Data records:
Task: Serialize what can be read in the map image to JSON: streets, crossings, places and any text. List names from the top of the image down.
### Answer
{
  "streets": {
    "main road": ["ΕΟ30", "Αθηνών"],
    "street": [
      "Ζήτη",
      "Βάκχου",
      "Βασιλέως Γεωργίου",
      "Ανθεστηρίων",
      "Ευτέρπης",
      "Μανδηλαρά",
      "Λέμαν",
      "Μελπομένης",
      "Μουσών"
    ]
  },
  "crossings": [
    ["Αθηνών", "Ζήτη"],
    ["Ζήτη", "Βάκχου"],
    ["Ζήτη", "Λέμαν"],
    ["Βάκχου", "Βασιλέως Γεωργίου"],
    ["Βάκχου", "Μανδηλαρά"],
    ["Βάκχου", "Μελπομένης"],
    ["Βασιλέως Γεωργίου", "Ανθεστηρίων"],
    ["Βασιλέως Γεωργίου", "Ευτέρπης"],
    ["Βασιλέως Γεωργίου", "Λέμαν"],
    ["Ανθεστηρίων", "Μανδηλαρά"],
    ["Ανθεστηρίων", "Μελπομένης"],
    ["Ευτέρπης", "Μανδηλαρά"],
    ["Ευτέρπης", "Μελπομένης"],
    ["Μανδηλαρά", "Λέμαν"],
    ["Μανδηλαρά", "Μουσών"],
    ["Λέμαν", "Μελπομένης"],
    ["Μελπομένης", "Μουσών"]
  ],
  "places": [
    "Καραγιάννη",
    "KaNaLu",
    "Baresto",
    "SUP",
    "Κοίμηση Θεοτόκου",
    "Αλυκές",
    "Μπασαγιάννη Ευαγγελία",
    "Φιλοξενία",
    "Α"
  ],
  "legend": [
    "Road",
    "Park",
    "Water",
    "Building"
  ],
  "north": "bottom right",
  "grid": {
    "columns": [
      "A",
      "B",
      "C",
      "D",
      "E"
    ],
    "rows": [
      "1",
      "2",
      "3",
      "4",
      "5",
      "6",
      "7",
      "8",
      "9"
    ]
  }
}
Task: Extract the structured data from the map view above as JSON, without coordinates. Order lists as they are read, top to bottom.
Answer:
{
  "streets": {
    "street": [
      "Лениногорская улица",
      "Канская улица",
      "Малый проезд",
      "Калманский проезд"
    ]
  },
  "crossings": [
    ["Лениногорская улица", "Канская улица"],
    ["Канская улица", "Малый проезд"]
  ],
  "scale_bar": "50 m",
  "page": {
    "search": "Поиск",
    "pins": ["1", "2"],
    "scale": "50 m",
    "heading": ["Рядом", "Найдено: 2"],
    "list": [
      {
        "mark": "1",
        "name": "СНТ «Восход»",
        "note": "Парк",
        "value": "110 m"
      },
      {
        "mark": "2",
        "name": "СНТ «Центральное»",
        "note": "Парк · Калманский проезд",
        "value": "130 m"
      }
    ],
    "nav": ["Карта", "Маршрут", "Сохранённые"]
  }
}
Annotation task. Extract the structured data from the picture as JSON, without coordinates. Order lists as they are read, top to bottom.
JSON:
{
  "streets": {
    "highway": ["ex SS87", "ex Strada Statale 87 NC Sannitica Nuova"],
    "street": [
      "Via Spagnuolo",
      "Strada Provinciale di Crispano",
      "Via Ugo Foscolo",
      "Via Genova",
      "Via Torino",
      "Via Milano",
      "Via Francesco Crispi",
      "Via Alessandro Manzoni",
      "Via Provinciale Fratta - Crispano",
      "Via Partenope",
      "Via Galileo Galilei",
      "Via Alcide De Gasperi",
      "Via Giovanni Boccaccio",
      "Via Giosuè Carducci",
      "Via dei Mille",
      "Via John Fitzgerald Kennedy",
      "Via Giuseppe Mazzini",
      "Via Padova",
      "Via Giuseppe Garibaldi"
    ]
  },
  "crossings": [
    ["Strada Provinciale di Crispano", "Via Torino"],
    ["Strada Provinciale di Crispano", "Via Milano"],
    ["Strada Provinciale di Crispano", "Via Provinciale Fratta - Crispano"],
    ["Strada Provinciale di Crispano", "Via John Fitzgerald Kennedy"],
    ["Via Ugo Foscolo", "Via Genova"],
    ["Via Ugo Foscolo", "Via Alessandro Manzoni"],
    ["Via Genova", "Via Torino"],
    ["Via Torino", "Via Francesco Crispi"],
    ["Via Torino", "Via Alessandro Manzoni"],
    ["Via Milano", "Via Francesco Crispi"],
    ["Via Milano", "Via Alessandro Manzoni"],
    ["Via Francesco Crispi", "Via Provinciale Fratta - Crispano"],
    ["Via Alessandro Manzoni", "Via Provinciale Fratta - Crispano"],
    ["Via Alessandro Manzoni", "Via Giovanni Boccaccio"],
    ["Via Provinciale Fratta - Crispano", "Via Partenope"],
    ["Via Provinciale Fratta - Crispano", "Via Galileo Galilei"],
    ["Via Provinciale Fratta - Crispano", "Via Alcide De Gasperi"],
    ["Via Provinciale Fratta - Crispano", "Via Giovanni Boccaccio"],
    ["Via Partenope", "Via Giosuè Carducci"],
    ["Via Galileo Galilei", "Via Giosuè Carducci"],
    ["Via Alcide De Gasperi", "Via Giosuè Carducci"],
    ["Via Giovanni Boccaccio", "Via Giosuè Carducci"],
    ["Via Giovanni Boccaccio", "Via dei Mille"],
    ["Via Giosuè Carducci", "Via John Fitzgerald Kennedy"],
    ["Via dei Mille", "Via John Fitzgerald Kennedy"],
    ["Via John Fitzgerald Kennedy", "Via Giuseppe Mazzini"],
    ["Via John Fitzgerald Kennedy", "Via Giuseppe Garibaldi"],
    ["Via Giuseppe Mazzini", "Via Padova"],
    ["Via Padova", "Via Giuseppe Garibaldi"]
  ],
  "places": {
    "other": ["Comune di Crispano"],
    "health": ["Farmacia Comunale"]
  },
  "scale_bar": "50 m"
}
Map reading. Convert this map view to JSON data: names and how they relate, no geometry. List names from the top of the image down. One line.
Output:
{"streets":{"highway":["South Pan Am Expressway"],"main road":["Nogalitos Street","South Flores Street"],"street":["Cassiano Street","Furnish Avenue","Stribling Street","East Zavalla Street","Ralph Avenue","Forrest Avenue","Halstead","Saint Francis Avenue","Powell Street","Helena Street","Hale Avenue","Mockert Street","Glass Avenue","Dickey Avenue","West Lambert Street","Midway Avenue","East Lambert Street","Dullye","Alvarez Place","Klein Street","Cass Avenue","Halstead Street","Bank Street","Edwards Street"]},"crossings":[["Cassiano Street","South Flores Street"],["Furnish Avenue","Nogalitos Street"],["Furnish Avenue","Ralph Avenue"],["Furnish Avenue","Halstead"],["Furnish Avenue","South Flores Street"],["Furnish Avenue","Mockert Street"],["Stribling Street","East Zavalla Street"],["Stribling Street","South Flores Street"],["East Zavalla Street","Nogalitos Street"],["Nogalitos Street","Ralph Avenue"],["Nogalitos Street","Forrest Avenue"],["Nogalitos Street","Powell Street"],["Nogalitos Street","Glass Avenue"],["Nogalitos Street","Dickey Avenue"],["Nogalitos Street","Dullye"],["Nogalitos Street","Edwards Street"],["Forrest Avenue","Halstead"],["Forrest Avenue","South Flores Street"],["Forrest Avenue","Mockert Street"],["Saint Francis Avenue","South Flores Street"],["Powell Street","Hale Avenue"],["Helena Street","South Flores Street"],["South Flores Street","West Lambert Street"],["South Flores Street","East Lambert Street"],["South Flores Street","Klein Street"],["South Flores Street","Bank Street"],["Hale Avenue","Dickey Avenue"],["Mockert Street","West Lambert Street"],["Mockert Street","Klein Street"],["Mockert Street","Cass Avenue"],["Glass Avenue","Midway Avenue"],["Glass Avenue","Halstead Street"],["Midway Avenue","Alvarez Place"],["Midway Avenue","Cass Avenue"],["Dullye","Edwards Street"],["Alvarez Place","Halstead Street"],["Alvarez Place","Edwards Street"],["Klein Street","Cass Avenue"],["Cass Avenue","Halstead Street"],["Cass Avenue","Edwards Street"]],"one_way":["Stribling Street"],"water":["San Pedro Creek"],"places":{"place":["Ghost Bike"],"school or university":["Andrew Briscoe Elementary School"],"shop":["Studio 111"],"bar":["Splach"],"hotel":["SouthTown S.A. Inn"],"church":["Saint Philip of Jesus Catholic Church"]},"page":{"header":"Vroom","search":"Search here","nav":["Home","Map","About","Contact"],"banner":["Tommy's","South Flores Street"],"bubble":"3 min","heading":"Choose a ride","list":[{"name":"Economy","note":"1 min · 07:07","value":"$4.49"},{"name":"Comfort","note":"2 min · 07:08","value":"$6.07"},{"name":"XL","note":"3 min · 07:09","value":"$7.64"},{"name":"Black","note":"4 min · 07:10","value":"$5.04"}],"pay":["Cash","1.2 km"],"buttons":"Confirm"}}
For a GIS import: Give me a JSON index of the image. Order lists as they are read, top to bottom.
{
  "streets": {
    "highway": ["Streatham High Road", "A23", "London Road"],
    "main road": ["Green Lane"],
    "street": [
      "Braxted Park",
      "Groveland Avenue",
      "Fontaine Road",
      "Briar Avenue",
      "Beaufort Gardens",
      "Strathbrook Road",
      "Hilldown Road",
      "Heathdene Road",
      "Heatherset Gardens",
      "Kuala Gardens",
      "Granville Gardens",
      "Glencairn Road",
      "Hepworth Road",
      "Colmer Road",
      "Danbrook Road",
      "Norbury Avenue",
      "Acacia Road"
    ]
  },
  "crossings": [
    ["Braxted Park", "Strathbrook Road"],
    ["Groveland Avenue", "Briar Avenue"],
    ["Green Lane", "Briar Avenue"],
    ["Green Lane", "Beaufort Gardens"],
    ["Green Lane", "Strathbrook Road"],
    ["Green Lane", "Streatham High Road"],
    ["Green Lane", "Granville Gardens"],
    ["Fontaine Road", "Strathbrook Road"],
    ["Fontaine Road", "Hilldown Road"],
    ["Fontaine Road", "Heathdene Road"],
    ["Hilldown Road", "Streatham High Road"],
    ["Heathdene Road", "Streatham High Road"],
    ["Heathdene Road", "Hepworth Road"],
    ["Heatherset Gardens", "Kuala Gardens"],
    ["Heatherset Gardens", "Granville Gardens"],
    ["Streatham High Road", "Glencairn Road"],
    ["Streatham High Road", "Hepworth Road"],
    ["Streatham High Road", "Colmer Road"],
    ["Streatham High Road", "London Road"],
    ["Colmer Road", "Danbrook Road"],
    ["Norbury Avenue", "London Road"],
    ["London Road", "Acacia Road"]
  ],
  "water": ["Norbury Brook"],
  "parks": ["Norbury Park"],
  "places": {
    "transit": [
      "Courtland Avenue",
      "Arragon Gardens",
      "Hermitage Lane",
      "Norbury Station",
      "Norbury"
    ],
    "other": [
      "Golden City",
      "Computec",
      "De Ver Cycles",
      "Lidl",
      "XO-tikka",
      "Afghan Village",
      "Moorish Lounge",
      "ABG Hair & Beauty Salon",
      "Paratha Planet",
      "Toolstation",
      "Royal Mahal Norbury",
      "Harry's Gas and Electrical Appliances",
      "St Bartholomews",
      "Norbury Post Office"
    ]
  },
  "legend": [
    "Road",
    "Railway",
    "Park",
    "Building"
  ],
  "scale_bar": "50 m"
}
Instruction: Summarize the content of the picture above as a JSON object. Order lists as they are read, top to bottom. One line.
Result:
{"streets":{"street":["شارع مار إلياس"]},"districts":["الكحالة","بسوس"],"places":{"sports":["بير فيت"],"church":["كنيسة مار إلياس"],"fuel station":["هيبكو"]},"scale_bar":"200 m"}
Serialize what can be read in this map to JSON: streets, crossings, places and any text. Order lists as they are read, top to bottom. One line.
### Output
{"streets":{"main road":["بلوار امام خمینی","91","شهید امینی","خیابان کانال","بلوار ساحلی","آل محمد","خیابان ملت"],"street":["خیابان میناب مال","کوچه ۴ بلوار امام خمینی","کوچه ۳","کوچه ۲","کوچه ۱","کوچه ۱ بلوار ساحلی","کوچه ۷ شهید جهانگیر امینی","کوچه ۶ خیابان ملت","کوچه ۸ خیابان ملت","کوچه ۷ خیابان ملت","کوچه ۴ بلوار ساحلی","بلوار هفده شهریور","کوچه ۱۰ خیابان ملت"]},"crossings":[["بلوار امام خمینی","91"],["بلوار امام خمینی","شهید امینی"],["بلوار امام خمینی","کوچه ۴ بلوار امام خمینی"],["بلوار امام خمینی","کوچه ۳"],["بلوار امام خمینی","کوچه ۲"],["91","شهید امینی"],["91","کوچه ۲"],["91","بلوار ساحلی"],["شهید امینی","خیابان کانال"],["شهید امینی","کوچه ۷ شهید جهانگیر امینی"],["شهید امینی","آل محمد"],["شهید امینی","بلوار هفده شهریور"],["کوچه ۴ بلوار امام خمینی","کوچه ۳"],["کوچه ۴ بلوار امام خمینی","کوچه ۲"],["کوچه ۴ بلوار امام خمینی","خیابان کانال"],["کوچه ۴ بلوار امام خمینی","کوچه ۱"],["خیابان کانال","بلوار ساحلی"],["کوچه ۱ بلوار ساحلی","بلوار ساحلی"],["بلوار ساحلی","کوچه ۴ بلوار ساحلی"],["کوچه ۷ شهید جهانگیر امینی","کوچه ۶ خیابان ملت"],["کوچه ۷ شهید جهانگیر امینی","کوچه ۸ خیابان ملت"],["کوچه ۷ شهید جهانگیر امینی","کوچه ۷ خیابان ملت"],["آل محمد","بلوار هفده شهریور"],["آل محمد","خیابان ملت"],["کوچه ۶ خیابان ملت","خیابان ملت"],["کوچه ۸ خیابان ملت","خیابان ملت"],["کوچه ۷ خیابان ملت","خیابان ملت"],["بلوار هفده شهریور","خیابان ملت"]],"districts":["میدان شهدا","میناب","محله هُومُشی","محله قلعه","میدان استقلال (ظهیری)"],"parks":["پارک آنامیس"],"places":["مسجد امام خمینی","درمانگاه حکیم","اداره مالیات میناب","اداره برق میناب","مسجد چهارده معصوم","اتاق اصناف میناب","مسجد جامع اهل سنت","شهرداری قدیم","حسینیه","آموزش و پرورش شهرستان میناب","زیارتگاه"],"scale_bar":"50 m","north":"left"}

• [Problem to work on]
Across the data, tally the lines containing "Малый" and give back the number alone.

• [Written response]
2